UN says over 700,000 refugees reached Europe this year

Report says children made up 20 percent of the total arrivals, and more than 3,000 have either died or gone missing.

More than 700,000 people have reached Europe’s Mediterranean shores so far this year, amid the continent’s worst refugee crisis since World War II, the UN refugee agency has said.

About 562,355 people fleeing war and upheaval – mainly in Syria, Iraq and Afghanistan – reached Greece’s shores, while some 140,000 arrived in Italy this year, according to the report released on Tuesday.

In the whole of 2014 the number of people arriving was 219,000.

Children made up 20 percent of the total arrivals this year, the UN High Commissioner for Refugees (UNHCR) said.

More than half of this year’s arrivals were from Syria, 18 percent from Afghanistan, and six percent from Iraq.

A total of 3,210 refugees have either died or gone missing as they made the journey.

About 85 percent of the refugees were from what the UNHCR described as the world’s 10 main refugee-producing countries.


European leaders commit to more shelter for refugees


As Europe struggles to deal with the crisis, the flow shows no sign of abating despite worsening weather conditions, according to the International Organization for Migration (IOM), which reported the arrival of 5,239 people in Greece on Saturday and 4,199 on Sunday.

“Because of the bad weather and rough seas, IOM staff report that tracking migrant boats at sea is becoming more difficult and more aerial surveillance is being implemented,” the IOM said in a statement on Tuesday.

‘Tectonic changes’

EU Commission President Jean-Claude Juncker said on Tuesday that an uncontrolled flow of refugees needs to be slowed down.

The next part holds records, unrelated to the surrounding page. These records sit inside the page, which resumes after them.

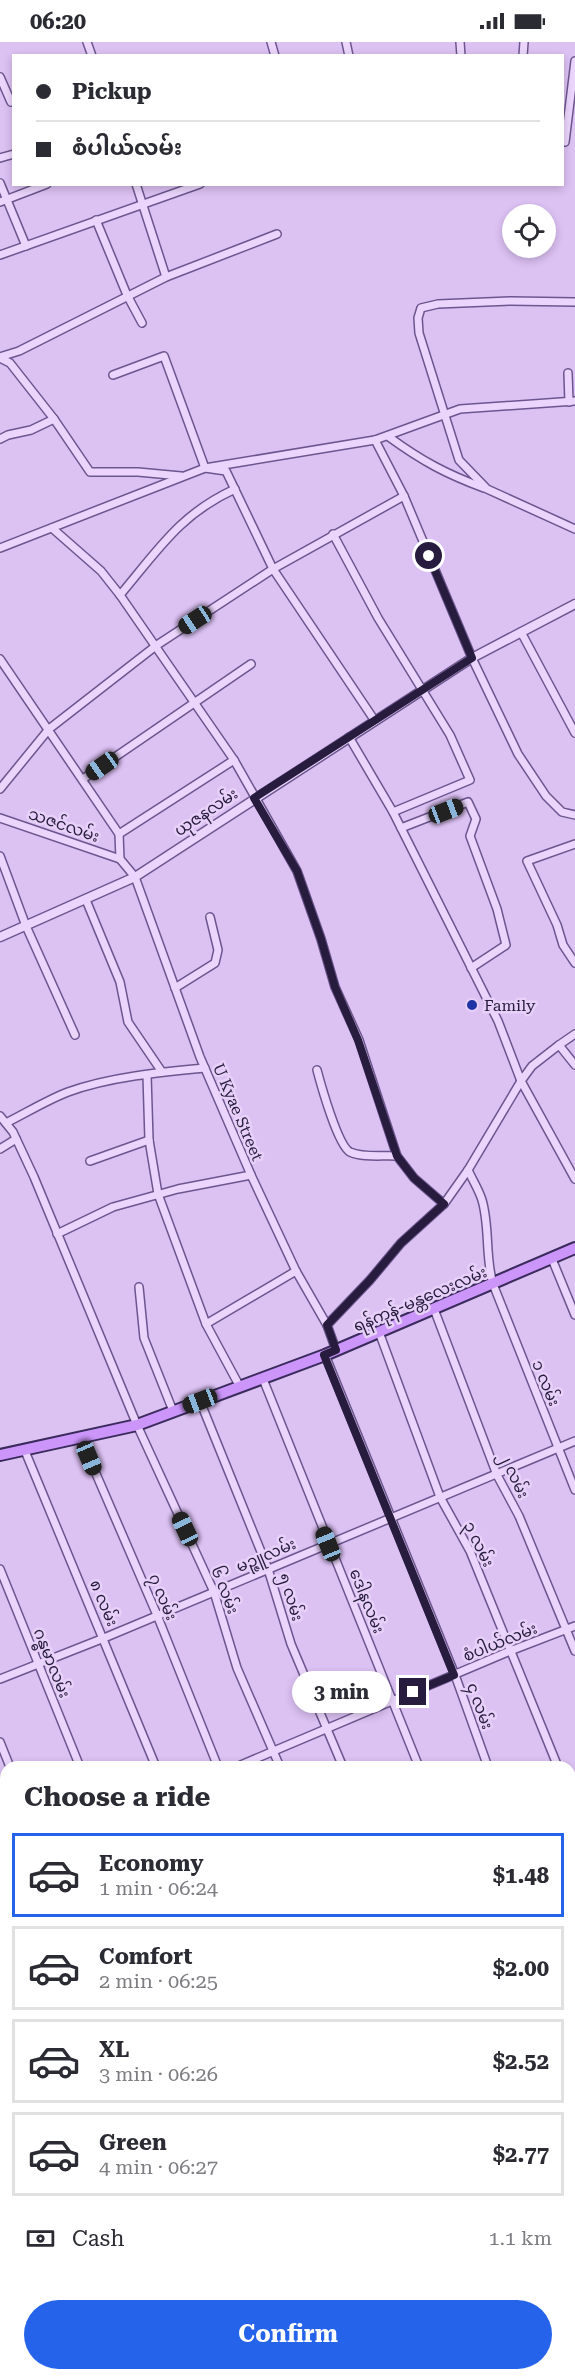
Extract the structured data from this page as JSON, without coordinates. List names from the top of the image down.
{
  "streets": {
    "main road": ["ရန်ကုန်-မန္တလေးလမ်း"],
    "street": [
      "ယုဇနလမ်း",
      "သဇင်လမ်း",
      "U Kyae Street",
      "၁ လမ်း",
      "၂ လမ်း",
      "၃ လမ်း",
      "မဉ္ဇူလမ်း",
      "၆ လမ်း",
      "၇ လမ်း",
      "၅ လမ်း",
      "ဒေါနလမ်း",
      "၈ လမ်း",
      "စံပါယ်လမ်း",
      "ဂန္ဓမာလမ်း",
      "၄ လမ်း"
    ]
  },
  "crossings": [
    ["ယုဇနလမ်း", "U Kyae Street"],
    ["သဇင်လမ်း", "U Kyae Street"],
    ["U Kyae Street", "ရန်ကုန်-မန္တလေးလမ်း"],
    ["ရန်ကုန်-မန္တလေးလမ်း", "၁ လမ်း"],
    ["ရန်ကုန်-မန္တလေးလမ်း", "၂ လမ်း"],
    ["ရန်ကုန်-မန္တလေးလမ်း", "၃ လမ်း"],
    ["ရန်ကုန်-မန္တလေးလမ်း", "၆ လမ်း"],
    ["ရန်ကုန်-မန္တလေးလမ်း", "၇ လမ်း"],
    ["ရန်ကုန်-မန္တလေးလမ်း", "၅ လမ်း"],
    ["ရန်ကုန်-မန္တလေးလမ်း", "ဒေါနလမ်း"],
    ["ရန်ကုန်-မန္တလေးလမ်း", "၈ လမ်း"],
    ["ရန်ကုန်-မန္တလေးလမ်း", "၄ လမ်း"],
    ["၁ လမ်း", "မဉ္ဇူလမ်း"],
    ["၂ လမ်း", "မဉ္ဇူလမ်း"],
    ["၂ လမ်း", "စံပါယ်လမ်း"],
    ["၃ လမ်း", "မဉ္ဇူလမ်း"],
    ["၃ လမ်း", "စံပါယ်လမ်း"],
    ["မဉ္ဇူလမ်း", "၆ လမ်း"],
    ["မဉ္ဇူလမ်း", "၇ လမ်း"],
    ["မဉ္ဇူလမ်း", "၅ လမ်း"],
    ["မဉ္ဇူလမ်း", "ဒေါနလမ်း"],
    ["မဉ္ဇူလမ်း", "၈ လမ်း"],
    ["မဉ္ဇူလမ်း", "ဂန္ဓမာလမ်း"],
    ["မဉ္ဇူလမ်း", "၄ လမ်း"],
    ["၆ လမ်း", "စံပါယ်လမ်း"],
    ["၅ လမ်း", "စံပါယ်လမ်း"],
    ["ဒေါနလမ်း", "စံပါယ်လမ်း"],
    ["စံပါယ်လမ်း", "၄ လမ်း"]
  ],
  "places": ["Family"],
  "page": {
    "status": "06:20",
    "banner": ["Pickup", "စံပါယ်လမ်း"],
    "bubble": "3 min",
    "heading": "Choose a ride",
    "list": [
      {
        "name": "Economy",
        "note": "1 min · 06:24",
        "value": "$1.48"
      },
      {
        "name": "Comfort",
        "note": "2 min · 06:25",
        "value": "$2.00"
      },
      {
        "name": "XL",
        "note": "3 min · 06:26",
        "value": "$2.52"
      },
      {
        "name": "Green",
        "note": "4 min · 06:27",
        "value": "$2.77"
      }
    ],
    "pay": ["Cash", "1.1 km"],
    "buttons": "Confirm"
  }
}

This means registering people when they enter EU and informing the refugees of existing rules and consequences if they refuse to get registered, he said.

“The crisis, or rather, challenge, that we, all of us as a community of the European Union, are facing now is perhaps the biggest challenge we have seen for decades,” he said. 

European leaders commit to more shelter for refugees

He warned that the situation “has the potential even to destroy achievements” in the EU, including the border-free travel between Schengen countries.

“What is even more dangerous, it has the potential to create tectonic changes in the European political landscape,” said Juncker.

“And these are not changes for the better.”

The handling of the flow of refugees has been igniting tensions among EU member states. 

Bavaria’s state premier blasted Austria for waving on thousands of refugees to Germany without informing local authorities and called on Chancellor Angela Merkel to intervene.

“Austria’s behaviour is hurting our neighbourly relations. We cannot and should not deal with each other this way,” Horst Seehofer told the Passauer Neue Presse in an interview.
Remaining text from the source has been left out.